Avant d'expliquer ce titre un peu étrange, commençons par décrire ce cycle. Il est constitué de quatre phases :
1) « la certitude de l'avenir » : chaque institution est convaincu que l'avenir se déroulera de la manière qu'il projette. Par exemple, l'empereur-Dieu de Dune est convaincu de la véracité et de l'effectivité du « sentier d'or »
2) Cette certitude de l'avenir amène à la « certitude de la légitimité de sa mission » : de fait les protagonistes se semblent investit de la tâche qui leur permettra de faire advenir cet avenir. Par exemple le Bene-Tleilax trouve légitime de vouloir imposer une vision religieuse spécifique.
3) Ce qui amène à la « certitude de l'emploi des moyens », car pour faire advenir cet avenir il faut agir sur cet univers. Par exemple le Bene-Gesserit, pour améliorer la qualité politique des dirigeants, cherche à améliorer les lignées aristocratiques par un contrôle génétique, en particulier ceux des Atréides.
4) Ce qui les amène à leur « certitude de la légitimité de leur dirigisme », car les « bonnes » intentions et les « bonnes » méthodes, ne peuvent produire que de « bonnes » actions. Par exemple la transformation de Dune en un jardin par Paul Atréides.


Le cumul des bonnes actions amène alors à confirmer la « certitude de l'avenir » : la boucle est bouclée.

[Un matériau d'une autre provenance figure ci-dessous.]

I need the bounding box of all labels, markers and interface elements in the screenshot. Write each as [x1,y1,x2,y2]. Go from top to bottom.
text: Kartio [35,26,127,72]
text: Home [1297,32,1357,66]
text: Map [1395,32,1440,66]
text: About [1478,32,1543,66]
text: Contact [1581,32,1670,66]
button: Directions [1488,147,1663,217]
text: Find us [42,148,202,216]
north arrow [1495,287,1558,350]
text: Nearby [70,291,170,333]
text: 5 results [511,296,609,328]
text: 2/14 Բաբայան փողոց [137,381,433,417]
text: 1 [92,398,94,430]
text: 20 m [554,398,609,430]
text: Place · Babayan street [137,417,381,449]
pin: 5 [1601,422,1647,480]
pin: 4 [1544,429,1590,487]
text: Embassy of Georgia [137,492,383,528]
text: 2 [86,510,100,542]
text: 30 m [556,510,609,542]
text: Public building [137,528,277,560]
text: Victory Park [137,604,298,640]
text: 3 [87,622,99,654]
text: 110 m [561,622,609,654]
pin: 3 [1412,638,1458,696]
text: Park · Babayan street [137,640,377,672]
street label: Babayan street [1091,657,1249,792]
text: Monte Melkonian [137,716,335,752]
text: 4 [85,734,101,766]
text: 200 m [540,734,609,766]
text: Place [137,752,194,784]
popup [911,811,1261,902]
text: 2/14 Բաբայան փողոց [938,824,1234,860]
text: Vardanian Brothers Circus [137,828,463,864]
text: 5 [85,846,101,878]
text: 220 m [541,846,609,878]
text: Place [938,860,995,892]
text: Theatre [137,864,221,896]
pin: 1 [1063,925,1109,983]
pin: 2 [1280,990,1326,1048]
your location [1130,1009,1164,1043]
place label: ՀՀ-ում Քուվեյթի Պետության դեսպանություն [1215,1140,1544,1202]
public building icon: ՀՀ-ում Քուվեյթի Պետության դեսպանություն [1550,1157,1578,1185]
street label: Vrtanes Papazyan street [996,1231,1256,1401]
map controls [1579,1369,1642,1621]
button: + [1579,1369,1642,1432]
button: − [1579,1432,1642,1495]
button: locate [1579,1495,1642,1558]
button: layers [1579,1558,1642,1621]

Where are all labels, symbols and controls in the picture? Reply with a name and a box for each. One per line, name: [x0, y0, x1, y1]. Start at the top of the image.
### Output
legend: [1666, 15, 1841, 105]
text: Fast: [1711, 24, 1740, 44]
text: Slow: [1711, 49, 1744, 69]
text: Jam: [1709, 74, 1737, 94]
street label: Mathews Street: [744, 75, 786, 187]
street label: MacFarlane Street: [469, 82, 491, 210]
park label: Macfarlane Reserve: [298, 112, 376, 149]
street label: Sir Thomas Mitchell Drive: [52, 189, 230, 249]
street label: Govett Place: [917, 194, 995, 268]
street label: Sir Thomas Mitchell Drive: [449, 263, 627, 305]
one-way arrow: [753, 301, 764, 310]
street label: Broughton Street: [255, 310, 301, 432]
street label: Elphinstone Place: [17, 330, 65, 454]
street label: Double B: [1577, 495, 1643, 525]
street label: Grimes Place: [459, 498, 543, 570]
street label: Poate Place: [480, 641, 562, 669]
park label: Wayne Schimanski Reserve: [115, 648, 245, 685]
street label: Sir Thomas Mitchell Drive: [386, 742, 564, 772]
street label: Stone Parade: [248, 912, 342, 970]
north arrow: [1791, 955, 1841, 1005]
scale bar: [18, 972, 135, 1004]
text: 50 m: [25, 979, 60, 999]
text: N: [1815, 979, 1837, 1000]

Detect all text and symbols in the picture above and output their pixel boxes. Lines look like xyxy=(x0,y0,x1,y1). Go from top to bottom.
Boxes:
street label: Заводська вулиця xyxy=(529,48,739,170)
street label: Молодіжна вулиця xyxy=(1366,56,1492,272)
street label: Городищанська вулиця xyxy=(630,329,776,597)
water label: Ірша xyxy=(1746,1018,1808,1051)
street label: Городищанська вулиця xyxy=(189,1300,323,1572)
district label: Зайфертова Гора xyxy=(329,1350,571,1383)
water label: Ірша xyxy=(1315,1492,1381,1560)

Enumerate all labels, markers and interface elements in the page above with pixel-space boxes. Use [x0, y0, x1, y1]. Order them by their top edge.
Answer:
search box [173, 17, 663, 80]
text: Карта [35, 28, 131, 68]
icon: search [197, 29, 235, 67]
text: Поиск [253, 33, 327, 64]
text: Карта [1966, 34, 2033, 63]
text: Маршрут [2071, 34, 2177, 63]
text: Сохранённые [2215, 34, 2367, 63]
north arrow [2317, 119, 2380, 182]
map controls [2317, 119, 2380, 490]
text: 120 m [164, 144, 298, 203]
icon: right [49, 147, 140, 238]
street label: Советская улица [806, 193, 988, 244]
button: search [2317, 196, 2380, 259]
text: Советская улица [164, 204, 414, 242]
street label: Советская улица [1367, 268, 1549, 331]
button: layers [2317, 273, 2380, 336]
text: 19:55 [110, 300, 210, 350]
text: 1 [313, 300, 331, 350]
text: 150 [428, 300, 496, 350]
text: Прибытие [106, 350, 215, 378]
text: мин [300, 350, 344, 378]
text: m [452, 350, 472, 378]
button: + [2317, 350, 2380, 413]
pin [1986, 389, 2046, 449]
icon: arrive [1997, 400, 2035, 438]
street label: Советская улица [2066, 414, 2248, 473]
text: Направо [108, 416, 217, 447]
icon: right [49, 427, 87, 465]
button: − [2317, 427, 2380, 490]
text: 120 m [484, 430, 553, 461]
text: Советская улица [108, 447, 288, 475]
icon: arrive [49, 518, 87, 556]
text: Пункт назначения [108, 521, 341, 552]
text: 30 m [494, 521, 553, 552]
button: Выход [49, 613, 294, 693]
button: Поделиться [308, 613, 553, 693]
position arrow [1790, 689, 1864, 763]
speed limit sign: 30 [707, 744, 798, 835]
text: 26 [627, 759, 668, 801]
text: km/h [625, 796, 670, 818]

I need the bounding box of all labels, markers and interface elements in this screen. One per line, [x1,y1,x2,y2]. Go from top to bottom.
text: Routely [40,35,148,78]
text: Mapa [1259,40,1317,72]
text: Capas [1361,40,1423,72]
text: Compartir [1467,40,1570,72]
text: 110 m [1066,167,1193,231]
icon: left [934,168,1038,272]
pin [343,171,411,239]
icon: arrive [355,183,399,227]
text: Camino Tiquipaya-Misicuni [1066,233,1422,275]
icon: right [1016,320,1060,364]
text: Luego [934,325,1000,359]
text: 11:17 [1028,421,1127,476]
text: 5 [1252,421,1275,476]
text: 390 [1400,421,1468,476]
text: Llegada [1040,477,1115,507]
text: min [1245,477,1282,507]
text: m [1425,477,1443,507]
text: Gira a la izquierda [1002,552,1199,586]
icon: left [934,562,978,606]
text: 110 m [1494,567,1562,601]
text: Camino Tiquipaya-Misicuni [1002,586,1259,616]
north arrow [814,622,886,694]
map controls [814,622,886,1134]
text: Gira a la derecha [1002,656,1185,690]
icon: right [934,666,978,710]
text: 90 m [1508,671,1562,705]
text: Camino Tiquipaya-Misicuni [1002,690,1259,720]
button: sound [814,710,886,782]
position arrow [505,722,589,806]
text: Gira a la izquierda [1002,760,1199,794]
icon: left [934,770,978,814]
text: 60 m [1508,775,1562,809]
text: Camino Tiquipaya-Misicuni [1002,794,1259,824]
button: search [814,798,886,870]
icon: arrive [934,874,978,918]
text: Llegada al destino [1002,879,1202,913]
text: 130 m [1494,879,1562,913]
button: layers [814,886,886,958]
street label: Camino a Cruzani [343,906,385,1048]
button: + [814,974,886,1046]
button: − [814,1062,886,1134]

Mais ce que nous apprend le récit de Dune c'est que toutes ces « certitudes » ne sont que des « illusions ».
4) Que dire des bonnes actions lorsque la transformation de Dune en jardin provoque, in fine, la disparition du fier peuple fremen ?
3) Que dire de l'adéquation des moyens lorsque le Kwisatz Haderach, le dirigeant ultime, échappe au contrôle et au plan du Bene Gesserit ?
2) Que dire de la légitimité de la mission, alors que le culte de la dissimulation du Bene-Tleilax font de ce peuple l'ennemi ultime ? Car pour être légitime, faut-il que l'on connaisse et que l'on consente aux buts et objectifs.
1) Que dire de l'illusion de l'avenir imposé par le sentier d'or ? Soit l'avenir est malléable et le « sentier d'or » n'a aucun sens, soit il est figé et alors il n'y a pas d'avenir.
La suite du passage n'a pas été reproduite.